Die nächsten Tage folgten die Helden der Dammstraße, die durch das Schilfmeer von Timog aus nach Osten führte. Der Bürgerkrieg und das Erstarken der Triaden belasteten den Handel: Überlandreisende, die die Provinzgrenzen passieren wollten, mussten Pässe mit sich führen. Reisende wurden an den Provinzgrenzen, an Wachstationen und durch Straßenpatrouillen kontrolliert. Der damit verbundene Aufwand und Zeitverlust wurde durch die wuchernde Korruption verschlimmert, die sich in „Sonder-“ und „Beschleunigungsgebühren“ für den Warentransport oder die Ausstellung von amtlichen Dokumenten niederschlug. Die Helden selber hatten damit allerdings kaum Probleme: dank ihrer Taten in Timog verfügten sie über gute Papiere und da sie mit leichtem Gepäck und wenig Prunk reisten, gab es bei ihnen nicht viel zu holen.
Allerdings war die Herrschaft der Triaden im Südosten Zhoujiangs offenbar nicht unangefochten: Es kursierten Gerüchte über maskierte Krieger in farbenfrohen Schuppenpanzern, die höherrangige Mitglieder der Triaden und Diener der Göttin Gagamba mit äußerster Brutalität angriffen. Da keiner der Helden den Triaden freundlich gegenüberstand und sie bezüglich der Gagamba-Kirche nach dem Zusammenstoß mit der Spinnenkultistin Kuraiko eine gewisse Skepsis hegten, beunruhigte dies die Abenteurer aber wenig.

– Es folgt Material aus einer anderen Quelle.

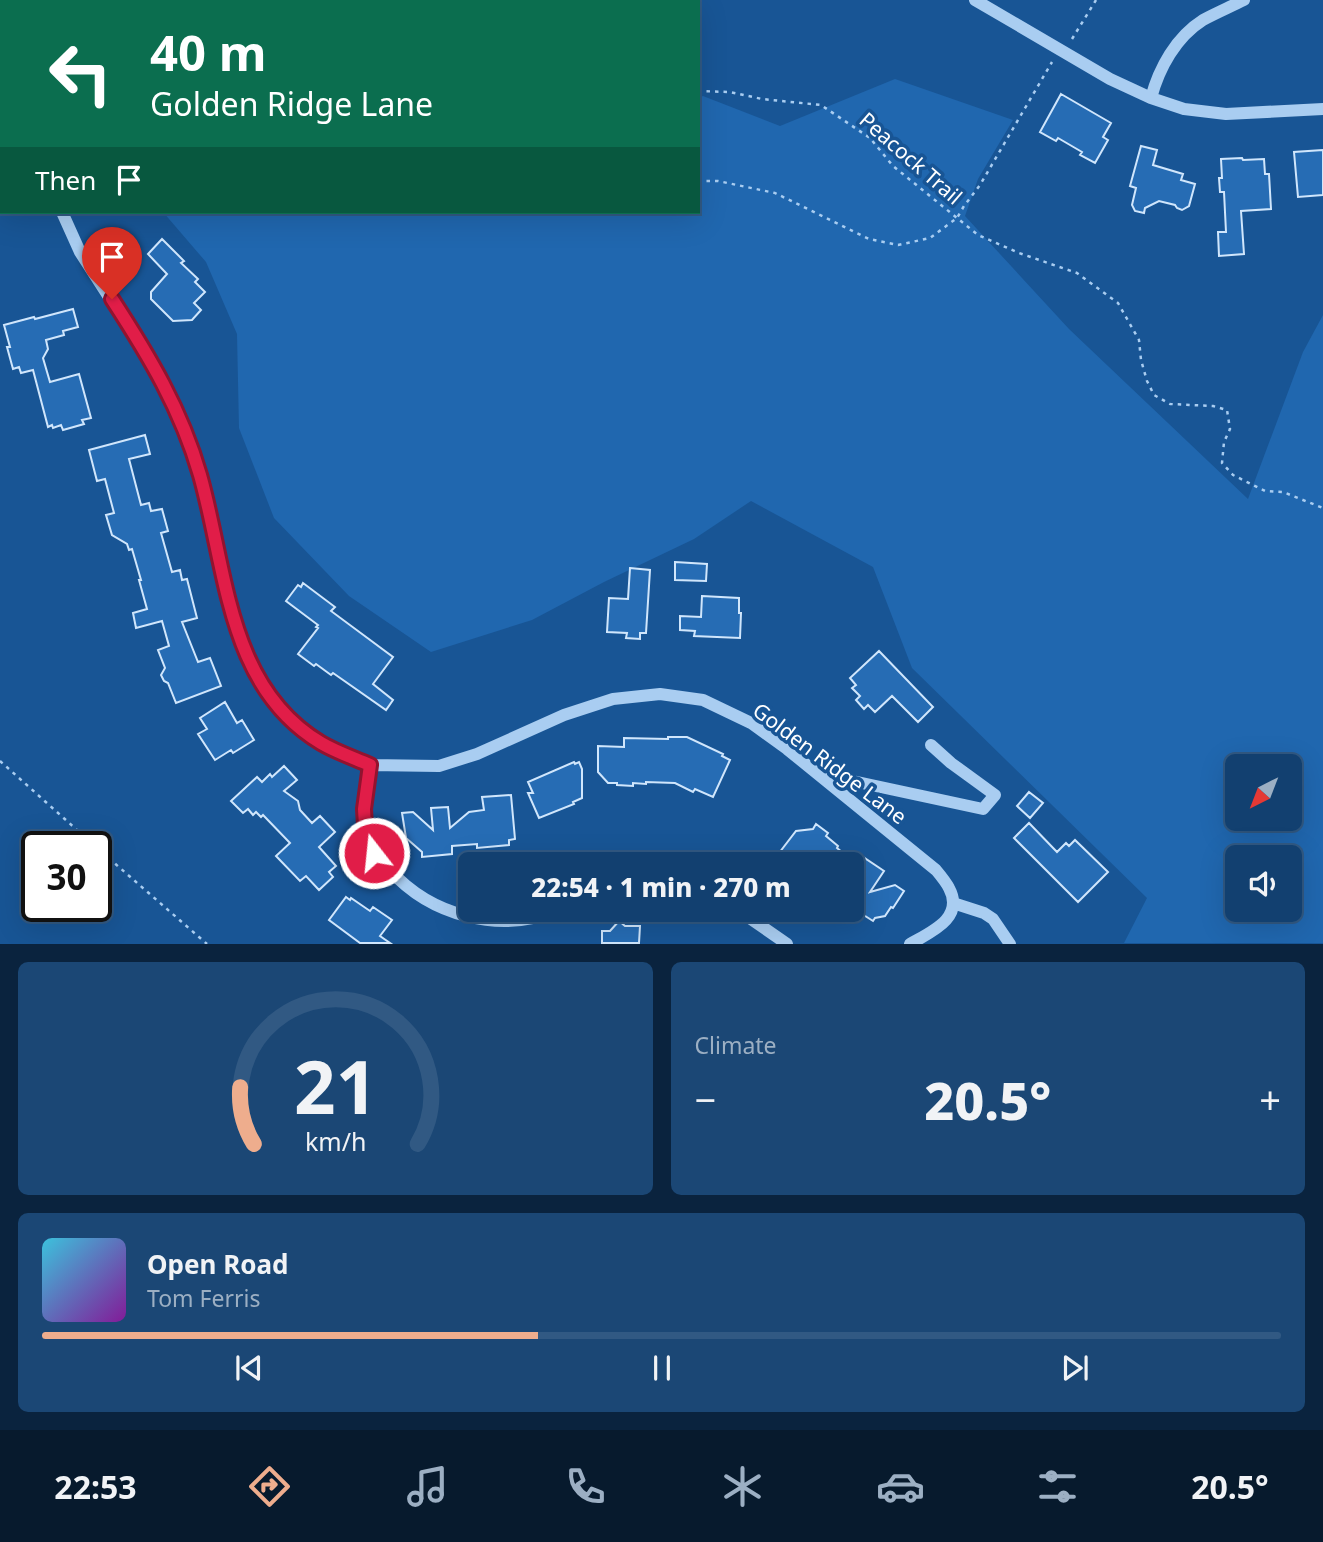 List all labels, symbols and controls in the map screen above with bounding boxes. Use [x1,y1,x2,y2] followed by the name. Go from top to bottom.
[150,19,267,85] text: 40 m
[35,28,126,119] icon: left
[150,82,433,125] text: Golden Ridge Lane
[854,106,968,210] street label: Peacock Trail
[110,161,148,199] icon: arrive
[35,162,96,198] text: Then
[82,227,142,299] pin
[93,238,131,276] icon: arrive
[747,696,913,830] street label: Golden Ridge Lane
[1225,754,1302,831] north arrow
[1225,754,1302,922] map controls
[337,816,411,890] position arrow
[21,831,112,922] speed limit sign: 30
[1225,845,1302,922] button: sound
[531,869,791,905] text: 22:54 · 1 min · 270 m
[695,1029,777,1061] text: Climate
[294,1037,377,1136] text: 21
[924,1064,1051,1135] text: 20.5°
[695,1073,716,1125] text: −
[1259,1073,1281,1125] text: +
[304,1124,366,1158] text: km/h
[147,1246,289,1282] text: Open Road
[147,1282,260,1314] text: Tom Ferris
[230,1349,268,1387] icon: previous
[643,1349,681,1387] icon: pause
[1056,1349,1094,1387] icon: next
[245,1462,294,1511] icon: directions
[403,1462,452,1511] icon: music
[561,1462,610,1511] icon: phone
[718,1462,767,1511] icon: climate
[876,1462,925,1511] icon: car
[1033,1462,1082,1511] icon: filters
[54,1465,137,1508] text: 22:53
[1191,1465,1269,1508] text: 20.5° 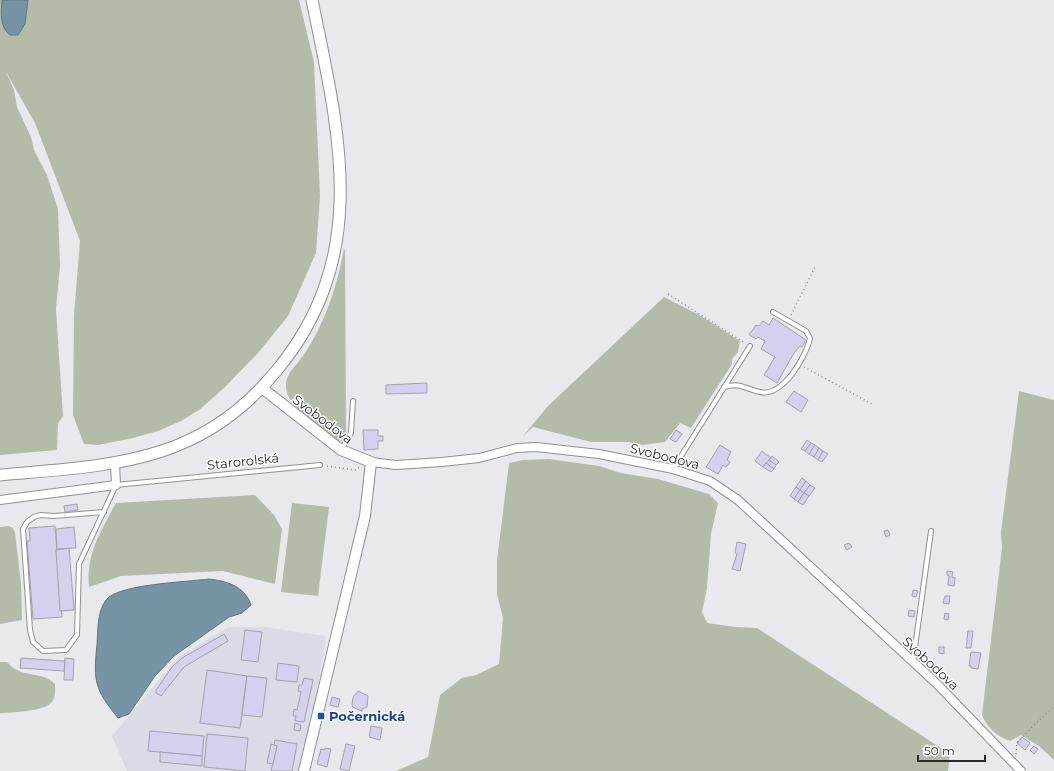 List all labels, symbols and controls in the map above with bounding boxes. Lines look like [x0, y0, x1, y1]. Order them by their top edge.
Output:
street label: Svobodova [290, 391, 356, 447]
street label: Svobodova [629, 440, 701, 472]
street label: Starorolská [206, 449, 280, 473]
street label: Svobodova [900, 633, 962, 693]
place label: Počernická [329, 708, 405, 724]
marker: Počernická [316, 711, 326, 721]
scale bar [918, 737, 985, 763]
text: 50 m [924, 743, 955, 758]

Die Reise verzögerte sich für einen Tag, als sich die Helden entschlossen, einem in Not geratenen Händler zu helfen: sein Wagen war in den Sumpf geraten, Krokodile hatten den Zugochsen getötet und nun suchte er nach jemanden, der seine Waren bergen half.   
Die Helden folgten dem Mann zu der Unfallstelle. Tatsächlich fanden sie dort den havarierten Wagen und den Kadaver des Zugtiers. Hao beruhigte mithilfe ihrer Magie das an dem Kadaver fressende Krokodil, schnitt den toten Ochsen los und befestigte ein Seil an dem Wagen. Als ein weiteres Krokodil auftauchte, konnte Takur es mit einem gut gezielten Fackelwurf verscheuchen. Mit vereinten Kräften konnten die Helden den Wagen ein Stück aus dem Sumpf ziehen. Er war allerdings stark beschädigt. Die Helden fehlte das handwerkliche Können, um ihn wieder farbereit zu machen. Sie konnten nur die aufgeladenen Töpferwaren bergen und diese mithilfe von zwei ausgeliehenen Trageseln wegschaffen. Zur Belohnung erhielten sie jeder eine kunstvoll verzierte Teeschale.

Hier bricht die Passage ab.